For much of my life, however, I refused to accept this distinction between pleasure/pain and happiness/unhappiness. In doing so I was swimming along in the mainstream Western Zeitgeist. But though this was my position philosophically, I didn’t always live my life as if it were so.
Happiness, I found, often came along rather unexpectedly – in a sunrise, or a piece of music, or an achievement, or a moment of truth, or a friendship. Here’s a little piece, called ‘Allo Sunshine’, which I wrote for Christine Hollywood’s writing group on 29th October 2008:
“‘Allo Sunshine!’ You can see why they say it. The image is if a quality which a cheerful face and a sunny day have in common. I’m thinking especially of a crisp sunny morning – just enough to chill the air and make it invigorating.

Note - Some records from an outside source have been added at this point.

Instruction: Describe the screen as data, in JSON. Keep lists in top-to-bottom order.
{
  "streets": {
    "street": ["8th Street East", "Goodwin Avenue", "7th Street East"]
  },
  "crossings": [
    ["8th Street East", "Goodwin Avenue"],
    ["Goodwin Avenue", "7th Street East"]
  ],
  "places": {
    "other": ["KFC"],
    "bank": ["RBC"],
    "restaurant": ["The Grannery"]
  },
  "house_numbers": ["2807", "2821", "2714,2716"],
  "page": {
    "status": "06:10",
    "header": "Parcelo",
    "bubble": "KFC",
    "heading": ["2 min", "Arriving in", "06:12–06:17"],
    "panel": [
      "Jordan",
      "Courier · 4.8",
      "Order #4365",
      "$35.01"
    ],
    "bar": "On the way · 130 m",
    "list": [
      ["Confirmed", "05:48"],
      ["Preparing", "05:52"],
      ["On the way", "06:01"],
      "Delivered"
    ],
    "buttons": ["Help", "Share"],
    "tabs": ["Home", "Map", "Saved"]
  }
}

I step out of my house and instantly feel alive, happy, optimistic. The sunshine has actually created the air – that particular mixture of oxygen and ozone which no doubt, together with the bright sun, makes the birds sing. The word ‘magical’ comes to mind. There is dew, a bit of mist and sparkling light. It is impossible to feel sad.”
As a young man I already knew these things, but I got tired of being the odd one out. And so eventually I abandoned my ideals and joined the headlong search for pleasure. To my surprise, it often brought me more heartache than happiness.

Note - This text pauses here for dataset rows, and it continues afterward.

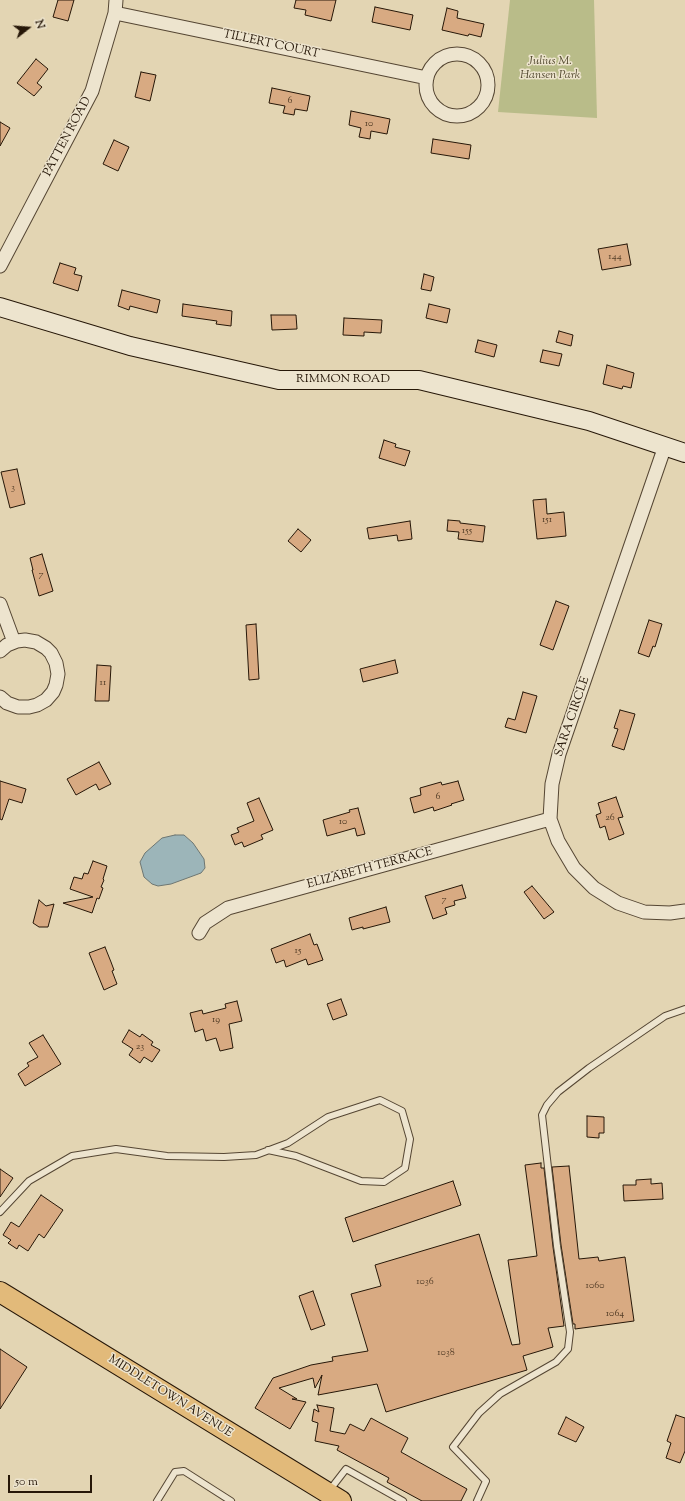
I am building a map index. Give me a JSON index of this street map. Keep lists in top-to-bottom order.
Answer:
{
  "streets": {
    "main road": ["MIDDLETOWN AVENUE"],
    "street": [
      "TILLERT COURT",
      "PATTEN ROAD",
      "RIMMON ROAD",
      "SARA CIRCLE",
      "ELIZABETH TERRACE"
    ]
  },
  "crossings": [
    ["TILLERT COURT", "PATTEN ROAD"],
    ["RIMMON ROAD", "SARA CIRCLE"],
    ["SARA CIRCLE", "ELIZABETH TERRACE"]
  ],
  "parks": ["Julius M. Hansen Park"],
  "house_numbers": [
    "6",
    "10",
    "144",
    "3",
    "151",
    "155",
    "7",
    "11",
    "6",
    "26",
    "10",
    "7",
    "15",
    "19",
    "23",
    "1036",
    "1060",
    "1064",
    "1038"
  ],
  "scale_bar": "50 m",
  "north": "right"
}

Psychiatrists tend to see the body as a chemical factory which is fine when everything is in balance, but the cause of mental distress when it isn’t. I’m sure there’s a lot in that. But what is chicken and and what egg? When I decide to take a walk because I know that fresh air and exercise will make me feel better, was my decision chemically determined, or did I manage the chemistry?
Here are some other examples. I watch a horror film because it stimulates an adrenaline rush, I eat a trifle because of the pleasurable feelings it causes in my taste buds and beyond, I study for a doctorate because, among other reasons, it deepens my understanding of the world we live in, and therefore my sense of control over it, I listen to music because it produces a feeling of exaltation, I open this website because I feel it’s time to draw up an account of my life.
In other words I believe in free will. Not to do so makes a mockery of choice. Believing in it may be philosophically difficult, but I’ve persuaded myself, not impossible. Our bodies have evolved to exercise a very considerable degree of control over our ‘chemical factory’, and it has mechanisms such as laughing, crying, shouting, sex and sleeping for restoring a desirable balance.
But we are not powerless in relation to the body. Rather I see some central core part of ourselves – some might call it the soul – as being the manager. Like a manager, this part of us cannot oversee everything all the time, but it can work with the body to produce some of the desired effects some of the time.